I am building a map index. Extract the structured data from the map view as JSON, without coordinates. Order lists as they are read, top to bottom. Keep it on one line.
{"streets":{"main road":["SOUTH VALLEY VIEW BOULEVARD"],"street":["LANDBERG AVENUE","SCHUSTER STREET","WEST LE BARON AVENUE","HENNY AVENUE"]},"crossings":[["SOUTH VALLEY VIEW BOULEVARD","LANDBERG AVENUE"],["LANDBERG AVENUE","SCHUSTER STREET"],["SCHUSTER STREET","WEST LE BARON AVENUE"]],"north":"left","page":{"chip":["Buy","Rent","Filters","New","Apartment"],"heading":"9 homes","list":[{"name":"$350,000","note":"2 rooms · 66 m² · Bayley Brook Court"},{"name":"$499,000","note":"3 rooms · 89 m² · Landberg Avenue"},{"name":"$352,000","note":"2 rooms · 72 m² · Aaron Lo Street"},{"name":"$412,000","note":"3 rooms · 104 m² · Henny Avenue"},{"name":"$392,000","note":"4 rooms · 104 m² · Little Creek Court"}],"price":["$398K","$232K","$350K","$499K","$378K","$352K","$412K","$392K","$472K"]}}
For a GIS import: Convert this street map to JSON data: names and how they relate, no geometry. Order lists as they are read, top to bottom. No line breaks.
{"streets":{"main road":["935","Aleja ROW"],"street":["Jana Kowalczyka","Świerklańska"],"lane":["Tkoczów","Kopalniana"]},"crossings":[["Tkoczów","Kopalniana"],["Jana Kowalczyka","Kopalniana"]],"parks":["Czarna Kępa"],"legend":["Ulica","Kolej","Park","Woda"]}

Assignment: Restate the data above exactly, keeping each word as it stands.

Output for this exercise:
I am building a map index. Extract the structured data from the map view as JSON, without coordinates. Order lists as they are read, top to bottom. Keep it on one line.
{"streets":{"main road":["SOUTH VALLEY VIEW BOULEVARD"],"street":["LANDBERG AVENUE","SCHUSTER STREET","WEST LE BARON AVENUE","HENNY AVENUE"]},"crossings":[["SOUTH VALLEY VIEW BOULEVARD","LANDBERG AVENUE"],["LANDBERG AVENUE","SCHUSTER STREET"],["SCHUSTER STREET","WEST LE BARON AVENUE"]],"north":"left","page":{"chip":["Buy","Rent","Filters","New","Apartment"],"heading":"9 homes","list":[{"name":"$350,000","note":"2 rooms · 66 m² · Bayley Brook Court"},{"name":"$499,000","note":"3 rooms · 89 m² · Landberg Avenue"},{"name":"$352,000","note":"2 rooms · 72 m² · Aaron Lo Street"},{"name":"$412,000","note":"3 rooms · 104 m² · Henny Avenue"},{"name":"$392,000","note":"4 rooms · 104 m² · Little Creek Court"}],"price":["$398K","$232K","$350K","$499K","$378K","$352K","$412K","$392K","$472K"]}}
For a GIS import: Convert this street map to JSON data: names and how they relate, no geometry. Order lists as they are read, top to bottom. No line breaks.
{"streets":{"main road":["935","Aleja ROW"],"street":["Jana Kowalczyka","Świerklańska"],"lane":["Tkoczów","Kopalniana"]},"crossings":[["Tkoczów","Kopalniana"],["Jana Kowalczyka","Kopalniana"]],"parks":["Czarna Kępa"],"legend":["Ulica","Kolej","Park","Woda"]}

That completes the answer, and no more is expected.